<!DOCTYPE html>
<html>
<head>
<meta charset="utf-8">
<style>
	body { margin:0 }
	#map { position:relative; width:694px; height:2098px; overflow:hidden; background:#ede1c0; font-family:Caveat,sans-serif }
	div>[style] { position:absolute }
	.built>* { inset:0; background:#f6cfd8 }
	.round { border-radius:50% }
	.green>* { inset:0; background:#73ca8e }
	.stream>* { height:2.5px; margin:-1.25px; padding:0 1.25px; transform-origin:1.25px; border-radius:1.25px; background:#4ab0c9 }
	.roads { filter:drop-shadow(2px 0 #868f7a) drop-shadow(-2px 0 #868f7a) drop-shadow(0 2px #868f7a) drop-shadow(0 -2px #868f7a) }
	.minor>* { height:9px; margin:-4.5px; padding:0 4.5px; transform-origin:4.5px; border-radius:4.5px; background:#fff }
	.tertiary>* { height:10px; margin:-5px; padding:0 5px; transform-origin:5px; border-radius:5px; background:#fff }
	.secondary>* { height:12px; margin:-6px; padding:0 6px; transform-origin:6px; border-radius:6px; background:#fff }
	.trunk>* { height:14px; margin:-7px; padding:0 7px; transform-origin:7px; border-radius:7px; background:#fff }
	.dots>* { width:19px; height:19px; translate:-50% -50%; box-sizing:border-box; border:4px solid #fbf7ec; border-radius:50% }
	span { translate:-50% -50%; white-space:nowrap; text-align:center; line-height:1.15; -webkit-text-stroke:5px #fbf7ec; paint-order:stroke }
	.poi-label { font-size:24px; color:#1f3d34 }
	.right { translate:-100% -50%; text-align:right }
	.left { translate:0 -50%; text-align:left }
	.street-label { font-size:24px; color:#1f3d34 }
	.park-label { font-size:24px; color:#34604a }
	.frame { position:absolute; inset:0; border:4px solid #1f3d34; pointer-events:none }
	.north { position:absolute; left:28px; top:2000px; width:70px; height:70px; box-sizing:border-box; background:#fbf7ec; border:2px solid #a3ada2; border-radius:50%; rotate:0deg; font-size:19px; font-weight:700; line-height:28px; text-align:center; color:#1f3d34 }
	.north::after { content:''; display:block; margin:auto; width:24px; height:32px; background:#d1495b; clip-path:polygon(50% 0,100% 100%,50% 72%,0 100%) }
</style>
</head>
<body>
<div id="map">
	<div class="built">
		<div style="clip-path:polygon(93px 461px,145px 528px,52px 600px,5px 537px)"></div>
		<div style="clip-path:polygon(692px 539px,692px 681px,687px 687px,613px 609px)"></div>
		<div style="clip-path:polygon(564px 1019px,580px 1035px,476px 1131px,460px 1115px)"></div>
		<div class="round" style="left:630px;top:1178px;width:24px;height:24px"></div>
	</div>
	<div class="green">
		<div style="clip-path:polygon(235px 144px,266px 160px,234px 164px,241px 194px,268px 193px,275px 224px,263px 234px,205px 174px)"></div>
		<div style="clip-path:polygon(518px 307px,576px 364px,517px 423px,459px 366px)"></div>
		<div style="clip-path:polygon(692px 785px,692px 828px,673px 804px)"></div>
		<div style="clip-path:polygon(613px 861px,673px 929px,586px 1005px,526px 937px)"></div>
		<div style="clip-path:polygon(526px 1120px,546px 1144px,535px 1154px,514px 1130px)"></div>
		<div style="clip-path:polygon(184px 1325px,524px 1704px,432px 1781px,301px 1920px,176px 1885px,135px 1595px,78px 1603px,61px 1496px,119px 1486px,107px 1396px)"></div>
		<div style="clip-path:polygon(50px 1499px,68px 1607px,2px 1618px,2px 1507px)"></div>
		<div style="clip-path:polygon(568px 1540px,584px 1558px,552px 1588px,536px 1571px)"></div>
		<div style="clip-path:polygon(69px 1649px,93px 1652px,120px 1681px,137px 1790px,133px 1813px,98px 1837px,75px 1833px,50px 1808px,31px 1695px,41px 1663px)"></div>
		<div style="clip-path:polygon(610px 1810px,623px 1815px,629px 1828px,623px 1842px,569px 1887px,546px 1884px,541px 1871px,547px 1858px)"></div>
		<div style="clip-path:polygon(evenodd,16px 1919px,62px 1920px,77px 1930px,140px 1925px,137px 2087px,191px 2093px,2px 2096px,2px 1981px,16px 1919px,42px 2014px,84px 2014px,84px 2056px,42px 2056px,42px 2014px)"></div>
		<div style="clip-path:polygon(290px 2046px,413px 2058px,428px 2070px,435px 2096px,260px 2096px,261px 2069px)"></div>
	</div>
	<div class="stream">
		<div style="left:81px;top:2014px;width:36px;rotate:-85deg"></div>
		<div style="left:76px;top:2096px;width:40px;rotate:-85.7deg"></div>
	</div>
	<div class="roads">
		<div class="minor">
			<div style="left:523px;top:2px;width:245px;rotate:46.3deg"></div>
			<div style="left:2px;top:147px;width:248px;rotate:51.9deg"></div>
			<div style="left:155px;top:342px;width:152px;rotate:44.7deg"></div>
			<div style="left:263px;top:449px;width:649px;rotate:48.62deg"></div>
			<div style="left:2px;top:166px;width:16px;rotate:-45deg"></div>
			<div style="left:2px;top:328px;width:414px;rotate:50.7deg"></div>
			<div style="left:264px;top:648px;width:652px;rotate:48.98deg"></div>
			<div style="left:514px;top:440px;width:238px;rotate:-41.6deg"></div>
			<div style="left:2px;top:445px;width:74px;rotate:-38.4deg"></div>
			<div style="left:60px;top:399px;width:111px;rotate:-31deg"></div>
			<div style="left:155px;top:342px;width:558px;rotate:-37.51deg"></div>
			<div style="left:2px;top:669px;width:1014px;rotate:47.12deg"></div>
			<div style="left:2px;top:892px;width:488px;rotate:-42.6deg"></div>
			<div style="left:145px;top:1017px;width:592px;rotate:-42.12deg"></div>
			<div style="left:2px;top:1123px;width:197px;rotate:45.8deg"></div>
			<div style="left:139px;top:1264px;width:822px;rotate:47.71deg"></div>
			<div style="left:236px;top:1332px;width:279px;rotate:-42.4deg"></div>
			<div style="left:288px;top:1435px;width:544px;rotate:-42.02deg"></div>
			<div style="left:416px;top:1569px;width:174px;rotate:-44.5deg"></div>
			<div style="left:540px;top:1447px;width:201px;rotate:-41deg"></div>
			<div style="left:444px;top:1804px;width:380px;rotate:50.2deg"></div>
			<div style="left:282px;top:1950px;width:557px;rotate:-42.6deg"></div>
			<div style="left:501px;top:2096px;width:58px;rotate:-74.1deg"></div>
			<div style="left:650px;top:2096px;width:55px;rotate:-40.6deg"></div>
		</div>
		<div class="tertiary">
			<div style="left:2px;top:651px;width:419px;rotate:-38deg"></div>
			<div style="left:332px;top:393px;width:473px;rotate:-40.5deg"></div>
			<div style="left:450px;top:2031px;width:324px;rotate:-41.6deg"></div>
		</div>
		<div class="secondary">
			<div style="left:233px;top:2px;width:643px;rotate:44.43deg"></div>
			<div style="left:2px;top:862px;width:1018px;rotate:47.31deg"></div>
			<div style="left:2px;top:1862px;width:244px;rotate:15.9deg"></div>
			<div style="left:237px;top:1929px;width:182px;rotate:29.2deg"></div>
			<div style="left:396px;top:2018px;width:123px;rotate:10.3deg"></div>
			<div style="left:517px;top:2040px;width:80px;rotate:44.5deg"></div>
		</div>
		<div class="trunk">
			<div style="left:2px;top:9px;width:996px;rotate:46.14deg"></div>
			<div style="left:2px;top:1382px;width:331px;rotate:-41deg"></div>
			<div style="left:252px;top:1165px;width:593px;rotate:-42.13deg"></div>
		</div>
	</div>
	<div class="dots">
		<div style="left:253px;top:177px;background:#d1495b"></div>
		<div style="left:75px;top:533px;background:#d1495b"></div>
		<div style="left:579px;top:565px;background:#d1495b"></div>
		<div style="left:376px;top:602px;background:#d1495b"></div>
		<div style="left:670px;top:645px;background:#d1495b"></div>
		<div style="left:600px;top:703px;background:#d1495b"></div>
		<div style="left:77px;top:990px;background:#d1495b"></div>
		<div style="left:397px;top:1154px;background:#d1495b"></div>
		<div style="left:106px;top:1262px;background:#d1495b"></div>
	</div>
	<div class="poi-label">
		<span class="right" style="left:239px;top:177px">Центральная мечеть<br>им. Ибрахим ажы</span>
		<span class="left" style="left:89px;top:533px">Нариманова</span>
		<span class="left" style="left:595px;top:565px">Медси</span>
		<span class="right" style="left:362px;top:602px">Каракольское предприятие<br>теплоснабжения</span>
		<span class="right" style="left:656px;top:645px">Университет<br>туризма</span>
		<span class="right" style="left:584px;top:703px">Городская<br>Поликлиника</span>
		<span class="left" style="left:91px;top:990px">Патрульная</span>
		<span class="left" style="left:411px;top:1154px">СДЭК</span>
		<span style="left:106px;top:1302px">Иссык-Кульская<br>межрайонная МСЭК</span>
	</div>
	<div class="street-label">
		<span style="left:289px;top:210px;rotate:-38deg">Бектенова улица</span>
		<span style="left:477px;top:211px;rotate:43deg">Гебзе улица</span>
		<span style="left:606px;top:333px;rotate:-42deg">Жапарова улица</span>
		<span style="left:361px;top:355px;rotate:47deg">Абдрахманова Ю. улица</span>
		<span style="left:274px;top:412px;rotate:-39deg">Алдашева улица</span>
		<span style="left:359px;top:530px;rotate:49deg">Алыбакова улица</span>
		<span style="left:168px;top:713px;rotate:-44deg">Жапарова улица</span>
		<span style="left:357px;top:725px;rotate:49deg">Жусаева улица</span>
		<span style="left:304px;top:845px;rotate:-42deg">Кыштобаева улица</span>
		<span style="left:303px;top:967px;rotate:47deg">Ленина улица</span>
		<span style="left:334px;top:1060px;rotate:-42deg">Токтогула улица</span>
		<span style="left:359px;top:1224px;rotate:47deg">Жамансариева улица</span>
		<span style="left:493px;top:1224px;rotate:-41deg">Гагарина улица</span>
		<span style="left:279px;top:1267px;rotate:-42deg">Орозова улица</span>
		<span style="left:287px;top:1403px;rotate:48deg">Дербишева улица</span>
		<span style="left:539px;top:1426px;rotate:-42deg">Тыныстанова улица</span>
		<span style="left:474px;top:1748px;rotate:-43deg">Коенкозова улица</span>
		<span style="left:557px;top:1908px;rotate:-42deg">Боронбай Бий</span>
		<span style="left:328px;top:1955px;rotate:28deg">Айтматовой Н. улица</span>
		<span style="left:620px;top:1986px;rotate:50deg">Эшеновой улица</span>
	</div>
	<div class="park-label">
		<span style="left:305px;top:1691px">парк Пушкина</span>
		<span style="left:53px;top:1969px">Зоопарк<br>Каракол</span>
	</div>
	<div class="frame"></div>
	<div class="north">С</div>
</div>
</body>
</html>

TASK REQUIREMENTS
Report each line above containing the string "stream".

EXPECTED ANSWER
	.stream>* { height:2.5px; margin:-1.25px; padding:0 1.25px; transform-origin:1.25px; border-radius:1.25px; background:#4ab0c9 }
	<div class="stream">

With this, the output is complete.